Нет ничего хуже, чем выяснять отношения и обсуждать серьезные проблемы во время совместной выпивки, но мы занимались этим именно в такие моменты. Говорили о разнице в наших подходах к писательству, о том, что и как делаем по дому, о том, что слишком много пьем (моя претензия) и слишком редко занимаемся сексом (претензия Эрнеста), — и за всем этим стоял его мучительный бракоразводный процесс с Полин.
В тот вечер я в конце концов заявила, что он может пить сколько влезет, и ушла спать, погруженная в тягостные размышления: если Эрнест так обращается со мной до свадьбы, то что же будет после, когда я стану его пленницей-женой? Думала о том, что не всерьез все это ему высказала, что во мне говорили алкоголь и депрессия из-за того, что я не могу писать. Да и в нем тоже говорили алкоголь и депрессия из-за того, что его книга практически закончена и ее вот-вот начнут судить. Думала, что надо бы вернуться и сесть к Эрнесту на колени, потому что я понимала: проблема не во мне, это все роман виноват, но с романом ведь не поцапаешься, а Хемингуэю нужен был кто-то, способный дать ему сдачи.

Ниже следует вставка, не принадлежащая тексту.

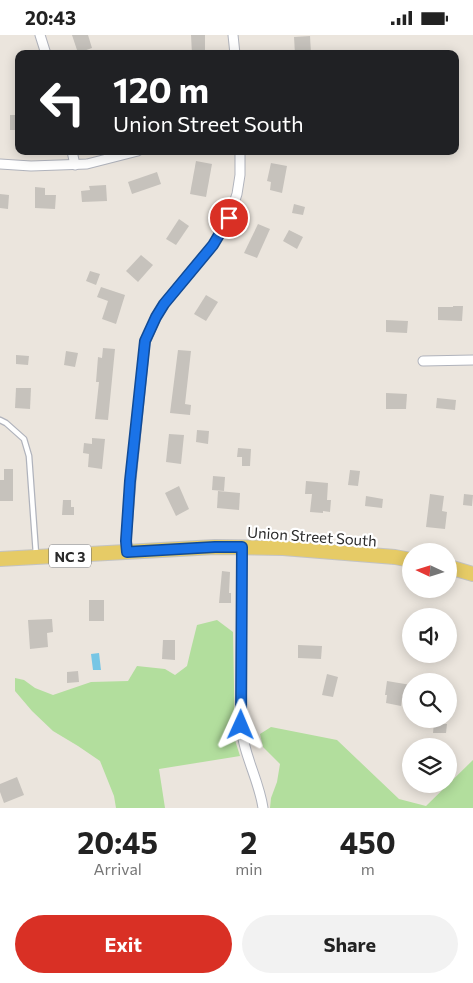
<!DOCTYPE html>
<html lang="en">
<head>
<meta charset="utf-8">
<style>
	body { margin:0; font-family:Commissioner,sans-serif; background:#f2f2f2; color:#222; height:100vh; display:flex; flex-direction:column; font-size:19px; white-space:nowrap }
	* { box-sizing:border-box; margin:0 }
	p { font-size:16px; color:#767676 }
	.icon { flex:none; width:28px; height:28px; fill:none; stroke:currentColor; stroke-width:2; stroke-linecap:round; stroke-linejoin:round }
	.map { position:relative; height:773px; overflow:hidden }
	.drawer { display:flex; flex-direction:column; background:#fff; flex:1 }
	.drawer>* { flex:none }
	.guide { position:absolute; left:15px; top:15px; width:444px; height:105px; border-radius:10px; box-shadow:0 2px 12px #0003; background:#202124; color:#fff; overflow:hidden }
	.needle { width:32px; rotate:274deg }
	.controls { position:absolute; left:402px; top:508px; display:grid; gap:10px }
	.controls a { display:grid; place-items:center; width:55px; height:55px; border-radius:50%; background:#fff; box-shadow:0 2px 12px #0003; font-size:25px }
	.pin { position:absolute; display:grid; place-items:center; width:42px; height:42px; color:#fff; margin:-21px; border:2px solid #fff; border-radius:50%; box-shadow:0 1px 5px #0007 }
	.me { position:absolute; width:55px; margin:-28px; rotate:1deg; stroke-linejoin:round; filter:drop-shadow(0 0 4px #0008) }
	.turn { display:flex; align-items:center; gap:18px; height:105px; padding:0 15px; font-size:22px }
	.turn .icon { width:65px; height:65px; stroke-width:2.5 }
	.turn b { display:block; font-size:35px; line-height:42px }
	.eta { display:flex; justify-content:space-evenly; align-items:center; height:85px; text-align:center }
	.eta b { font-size:30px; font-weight:700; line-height:35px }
	.cta { display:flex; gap:10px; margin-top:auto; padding:10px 15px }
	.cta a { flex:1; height:58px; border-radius:30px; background:#d93025; color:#fff; font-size:20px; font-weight:700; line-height:58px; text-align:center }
	.cta a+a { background:#f2f2f2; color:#222 }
	.status { display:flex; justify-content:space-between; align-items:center; height:35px; padding:0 25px; background:#fff; direction:ltr }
	.status svg { height:14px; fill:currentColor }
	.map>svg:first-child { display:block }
	.green { fill:#b2de9d }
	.water { fill:#77c6e5 }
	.building { fill:#c6c2bc }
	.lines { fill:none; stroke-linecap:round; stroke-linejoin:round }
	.lane-casing { stroke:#b0b3bc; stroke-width:7 }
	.street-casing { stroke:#b0b3bc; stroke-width:11 }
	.primary-casing { stroke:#c3c3c3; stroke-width:16 }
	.lane { stroke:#fff; stroke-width:4.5 }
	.street { stroke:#fff; stroke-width:9 }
	.primary { stroke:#e6cb66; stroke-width:14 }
	.route-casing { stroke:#114b97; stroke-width:12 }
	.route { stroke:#1a73e8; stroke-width:9 }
	.labels { text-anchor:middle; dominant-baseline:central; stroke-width:4.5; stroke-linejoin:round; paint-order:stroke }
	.shield { fill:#fff; stroke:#6a6a6a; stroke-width:1 }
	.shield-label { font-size:14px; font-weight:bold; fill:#2a2a2a }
	.street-label { font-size:15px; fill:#2a2a2a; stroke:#fff }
</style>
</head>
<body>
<div class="status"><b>20:43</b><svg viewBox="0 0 49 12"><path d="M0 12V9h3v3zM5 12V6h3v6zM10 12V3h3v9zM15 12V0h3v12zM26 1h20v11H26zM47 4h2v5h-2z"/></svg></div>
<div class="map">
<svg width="473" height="773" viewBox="0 0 473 773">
	<rect width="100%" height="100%" fill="#ebe5dd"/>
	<g class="green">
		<path d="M217,585L233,597L235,705L240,721L159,734L165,773H116L114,761L100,726L78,711L53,696L32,676L15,656V643L24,645L35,653L53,660L91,647L128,646L137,631L165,634L175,640L187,631L191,614L197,590Z"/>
		<path d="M271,692L337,705L399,764L426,771L473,725V773H270L271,763L277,747L280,729L263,712L260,699Z"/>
	</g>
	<path class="water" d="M99,618L101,635H93L91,619Z"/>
	<g class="building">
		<path d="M72,0H88L92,13L78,18Z"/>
		<path d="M191,0H205V19H192Z"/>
		<path d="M310,1L311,19H295L294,2Z"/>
		<rect x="10" y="80" width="9" height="15"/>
		<path d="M196,126L212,129L206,162L190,159Z"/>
		<path d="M271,128L287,131L282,158L270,155L271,147L267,146Z"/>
		<path d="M157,137L161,149L132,159L128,147Z"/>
		<path d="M106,150L107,166L82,167L81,156L90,155L89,151Z"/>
		<path d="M35,152L45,153V160H56L55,174L35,173Z"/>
		<path d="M0,159L9,160L8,174L0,173Z"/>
		<path d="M294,169L305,172L303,180L292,178Z"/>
		<path d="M179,184L189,191L176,210L166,204Z"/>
		<path d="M258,189L270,194L257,223L244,218Z"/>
		<path d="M289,195L303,202L297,214L283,206Z"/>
		<path d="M141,220L153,230L138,247L126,236Z"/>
		<path d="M90,236L100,239L96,250L86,246Z"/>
		<path d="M101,252L125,260L116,289L102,284L108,266L97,262Z"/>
		<path d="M206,260L218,267L206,286L194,279Z"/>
		<path d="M453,271H463L462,286L438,285V272H453Z"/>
		<path d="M386,285L408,286L407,298L386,297Z"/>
		<path d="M103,313L115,314L108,385L95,384L99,347H96L98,322L102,323Z"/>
		<path d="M178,315L191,316L185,369L191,370L190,380L170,378Z"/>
		<path d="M66,316L78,318L75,332L64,330Z"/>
		<path d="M16,320L29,321L28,330L16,329Z"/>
		<path d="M16,353H31L30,374L15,373Z"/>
		<path d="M386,358L407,359L406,374H386Z"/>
		<path d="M437,363L456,365L455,375L436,373Z"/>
		<path d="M197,395L209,396L208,409L196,407Z"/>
		<path d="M169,399L184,400L181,429L166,427Z"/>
		<path d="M92,403L105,404L102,434L88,432L89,419L83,418L84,408L92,409Z"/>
		<path d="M238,413L251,414L250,431H242V422H237Z"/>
		<path d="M4,434H13V466H0V445H4Z"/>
		<path d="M350,435L360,436L358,451L348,450Z"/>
		<path d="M213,441L225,442L224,456L212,455Z"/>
		<path d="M306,446L328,448L327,465H331L330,477L323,476V478L310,477L312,459H305Z"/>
		<path d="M179,451L189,474L176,481L165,458Z"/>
		<path d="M218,456L240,458L239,475L217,473Z"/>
		<path d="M430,459L444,461L442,476L447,477L445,494L426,492Z"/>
		<path d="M464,459L473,460L472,471L463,470Z"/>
		<path d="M366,461L383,464L382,473L365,471Z"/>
		<path d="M63,465H71V472H74V480H62Z"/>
		<path d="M222,536L230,537L229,558H231V568H219Z"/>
		<rect x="89" y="565" width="15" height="21"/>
		<path d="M52,584L53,597L47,598L48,612L30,614L28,585Z"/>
		<path d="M163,605H175V625L162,624Z"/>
		<path d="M298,610L322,611L321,624L298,623Z"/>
		<path d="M78,636L79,647L67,648V637Z"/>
		<path d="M327,639L338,642L333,662L322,660Z"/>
		<path d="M387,646L411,650V665L402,663L401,671L386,668L387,660H385Z"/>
		<path d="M434,688L447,689L446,698H433Z"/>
		<path d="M17,742L24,760L4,768L0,757V749Z"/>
	</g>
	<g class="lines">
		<g class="lane-casing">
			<path id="lane" d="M0,385L6,388L24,404L29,421L36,519"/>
		</g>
		<g class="street-casing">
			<g id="street">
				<path d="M40,0L46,19"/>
				<path d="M233,0L235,19"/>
				<path d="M72,116L75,130"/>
				<path d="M0,129L31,131L87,129L138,116"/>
				<path d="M423,326L473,325"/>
				<path d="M242,512L241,690C243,719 259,745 263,773"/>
				<path d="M127,517L126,506L131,446L145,307L156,282L164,269L213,210L229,183L237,159L240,140V116"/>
			</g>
		</g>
		<g class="primary-casing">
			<g id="primary">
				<path d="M0,524L215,512L283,513L395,522L411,525"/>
				<path d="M449,532L473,539"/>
			</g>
		</g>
		<use href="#lane" class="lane"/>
		<use href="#street" class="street"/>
		<use href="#primary" class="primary"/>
	</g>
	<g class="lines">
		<g class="route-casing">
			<path id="route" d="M229,183L213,210L164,269L156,282L145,306L130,446L126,506L127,517L215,512H242L241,690"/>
		</g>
		<use href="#route" class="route"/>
	</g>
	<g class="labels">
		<rect class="shield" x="49" y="509.5" width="42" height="23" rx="4"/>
		<g class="shield-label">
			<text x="70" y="521">NC 3</text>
		</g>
		<g class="street-label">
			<text transform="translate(312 501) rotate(4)">Union Street South</text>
		</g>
	</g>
</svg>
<div class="controls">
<a><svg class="needle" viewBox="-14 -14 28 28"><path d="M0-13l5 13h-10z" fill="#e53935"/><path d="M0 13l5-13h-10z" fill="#767676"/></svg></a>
<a><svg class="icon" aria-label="sound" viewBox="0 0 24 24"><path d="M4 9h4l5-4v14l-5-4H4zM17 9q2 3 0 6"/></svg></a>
<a><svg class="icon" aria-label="search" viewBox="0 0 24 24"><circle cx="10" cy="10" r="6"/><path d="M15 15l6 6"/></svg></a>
<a><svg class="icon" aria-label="layers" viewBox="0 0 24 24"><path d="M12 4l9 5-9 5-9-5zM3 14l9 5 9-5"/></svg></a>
</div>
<div class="pin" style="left:229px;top:183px;background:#d93025"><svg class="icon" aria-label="arrive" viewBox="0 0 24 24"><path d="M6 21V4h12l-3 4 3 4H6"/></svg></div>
<svg class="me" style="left:241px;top:690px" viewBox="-20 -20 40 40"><path d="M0-17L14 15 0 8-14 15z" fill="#1a73e8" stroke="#fff" stroke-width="4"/></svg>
<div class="guide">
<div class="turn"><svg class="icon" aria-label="left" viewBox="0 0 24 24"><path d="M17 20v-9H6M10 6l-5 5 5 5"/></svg><div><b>120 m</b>Union Street South</div></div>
</div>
</div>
<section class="drawer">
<div class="eta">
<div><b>20:45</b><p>Arrival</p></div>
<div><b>2</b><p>min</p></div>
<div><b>450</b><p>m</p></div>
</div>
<div class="cta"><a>Exit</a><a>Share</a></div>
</section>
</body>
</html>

По утрам Эрнест обычно вел себя так, будто совершенно забыл о том, что мы накануне разругались. Он всегда так делал. И я тоже старалась выкинуть из головы все плохое. Мы были внимательны друг к другу, Клоп и я, но только если не погружались в пучину хандры одновременно.
На следующее утро я обнаружила на сервировочном столике возле пустой бутылки из-под скотча изорванный на маленькие квадратики последний вариант эпилога. Значит, он после нашей ссоры, пьяный и посреди ночи, все-таки вернулся к работе.
А рядом с тем, что осталось от эпилога, Эрнест поставил сложенный вдвое лист бумаги с моим именем.